Le organizzazioni Todt e Poell in provincia di Vic
2012-05-03
Lunedì 14 Maggio
ore 20,30 - Centro Socioculturale di Preara di Montecchio Precalcino
alla presenza dell’autore, Paolo Savegnago, ricercatore dell’Istituto Storico della Resistenza e della Società
Contemporanea della Provincia di Vicenza “Ettore Gallo”, presentazione del primo dei due volumi della ricerca:
Le organizzazioni Todt e Poell in provincia di Vicenza Servizio volontario e lavoro coatto durante l’occupazione tedesca Novembre 1943 – Aprile 1945
I° Volume: “Il Vallo Veneto”
E' difficile trovare una pubblicazione dedicata al biennio 1943-45, sia essa un'opera di analisi o di memorialistica, che non contenga almeno un riferimento all'Organizzazione Todt. Effettivamente,
il lavoro per l'occupante tedesco fu su scala nazionale un fenomeno trasversale, di vaste
proporzioni ed estremamente sfaccettato. Malgrado ciò le conoscenze su questa agenzia sono molto limitate e spesso legate a luoghi comuni fuorvianti. Similmente a quanto accadde nelle altre province dell'Italia centro-settentrionale, l'OT insinuò il suo complesso apparato nel tessuto sociale ed economico vicentino, imponendo il servizio del lavoro obbligatorio a migliaia di uomini.
Nei primi mesi dell'occupazione e fino alla metà del 1944 le attività svolte dall'Organizzazione Todt furono circoscritte alla manutenzione stradale e ferroviaria e alla realizzazione del programma di decentramento industriale.
Il giro di vite al regime di occupazione avvenne nel mese di agosto 1944
con la mobilitazione di massa della popolazione. Da quel momento un enorme numero di donne, uomini, giovani e anziani furono concentrati nei cantieri del Basso Vicentino e della fascia montana per essere impiegati nella realizzazione dell'ultimo baluardo costruito dai tedeschi in Italia: il Vallo Veneto e Linea Blu.
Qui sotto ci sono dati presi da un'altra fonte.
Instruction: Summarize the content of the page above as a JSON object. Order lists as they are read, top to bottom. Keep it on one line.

Si è sempre ritenuto che il programma fortificatorio nazista fosse stato realizzato esclusivamente dalla Todt, in realtà la ricerca rivela che per gestire la complessità del progetto, i tedeschi dovettero creare una seconda organizzazione, il Sonderauftrag Poell.
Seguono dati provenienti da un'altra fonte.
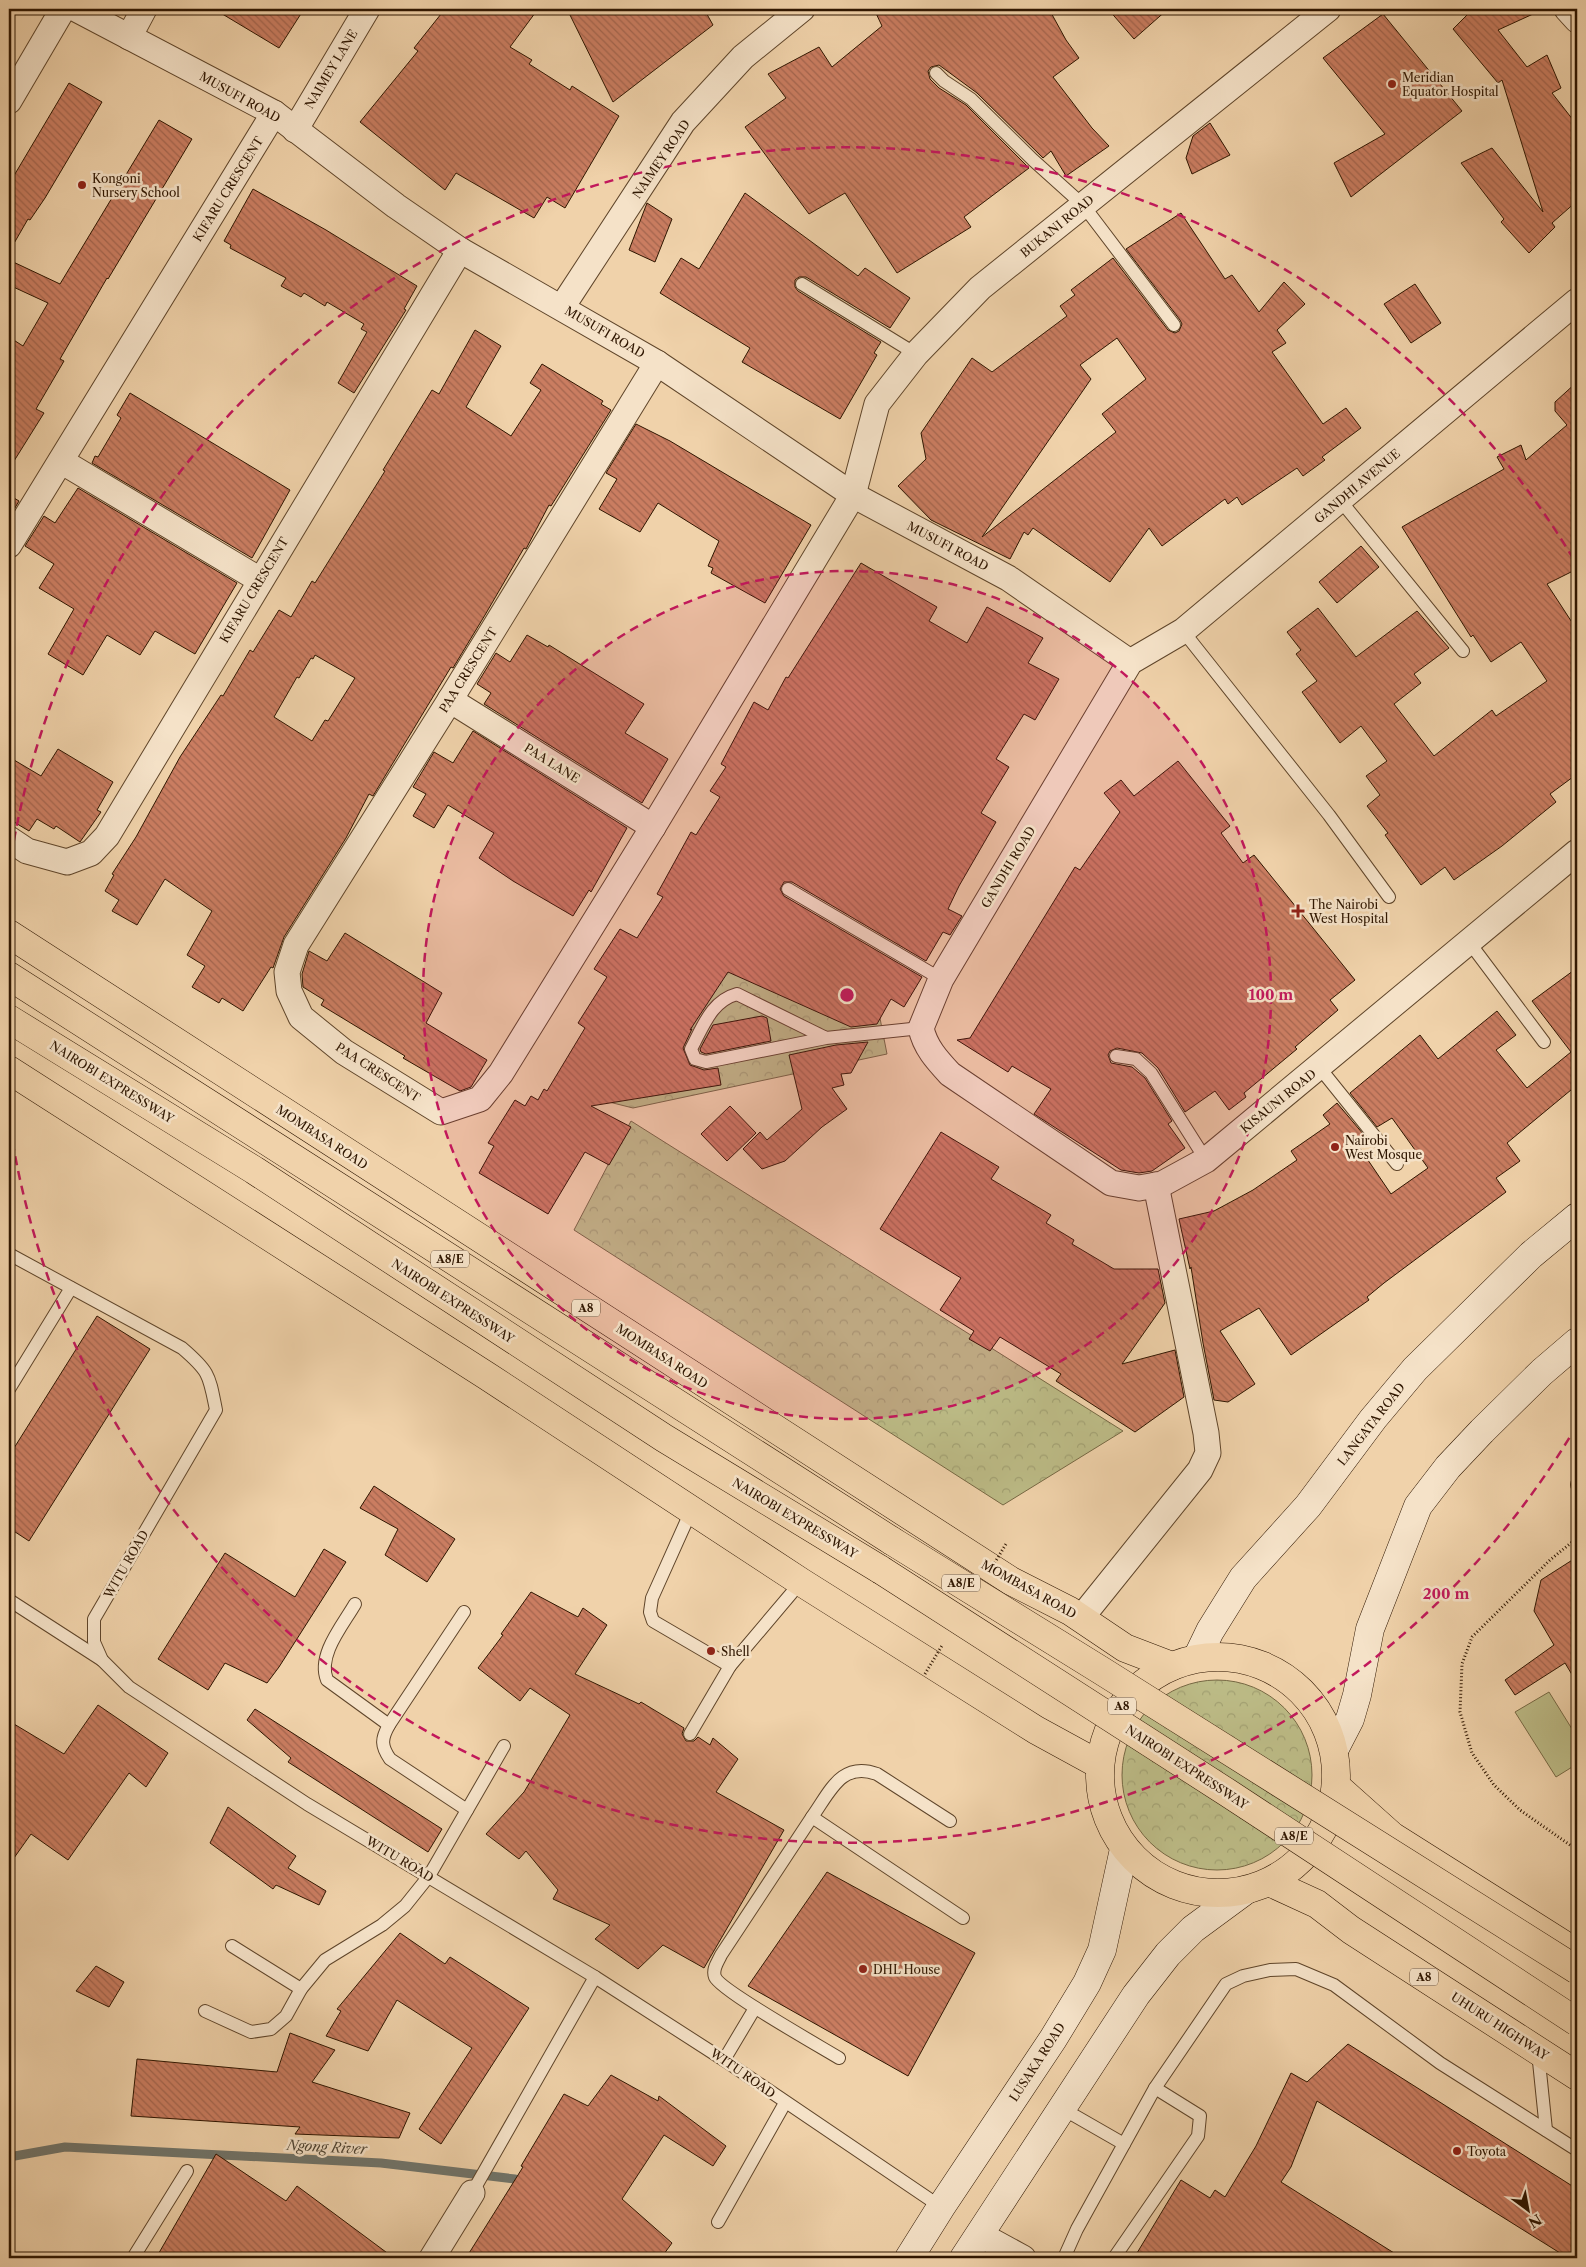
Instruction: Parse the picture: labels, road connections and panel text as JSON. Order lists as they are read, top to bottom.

La pubblicazione introduce un secondo elemento di novità ovvero la forte connotazione politica del progetto difensivo, confermata dal fatto che Hitler ne affidò la gestione a Hofer e Rainer, Gauleiter rispettivamente delle zone d’operazioni Alpenvorland (ex provincie italiane di Trento, Bolzano e Belluno) e Adriatisches Küstenland (ex province italiane di Udine, Gorizia, Trieste, Pola e Fiume) Dall’analisi dei numerosi documenti reperiti emerge che i due gerarchi nazisti operarono indisturbati nel territorio repubblichino spartendosi il territorio vicentino: la zona montana gestita dalla Todt, i cui comandi erano stanziati in trentino, mentre la zona meridionale e la città di Vicenza vennero affidate al Sonderauftrag Pöll, l’agenzia del lavoro creata da Friedrich Rainer.
Nel corso dell'incontro l'autore illustrerà la struttura delle organizzazioni del lavoro tedesche, le attività svolte nel territorio vicentino e le vicende degli operai che ne fecero parte.
N.B. Con questa settima serata, terminano i “Lunedì della Memoria 2012”,
ma non l’attività dell’Associazione Partigiani & Volontari della Libertà di Montecchio Precalcino, che continua con i “Viaggi della Memoria 2012”
“Viaggi della Memoria 2012”
Sabato 4 Agosto – Bosco Nero di Granezza il “Sentiero dei Partigiani”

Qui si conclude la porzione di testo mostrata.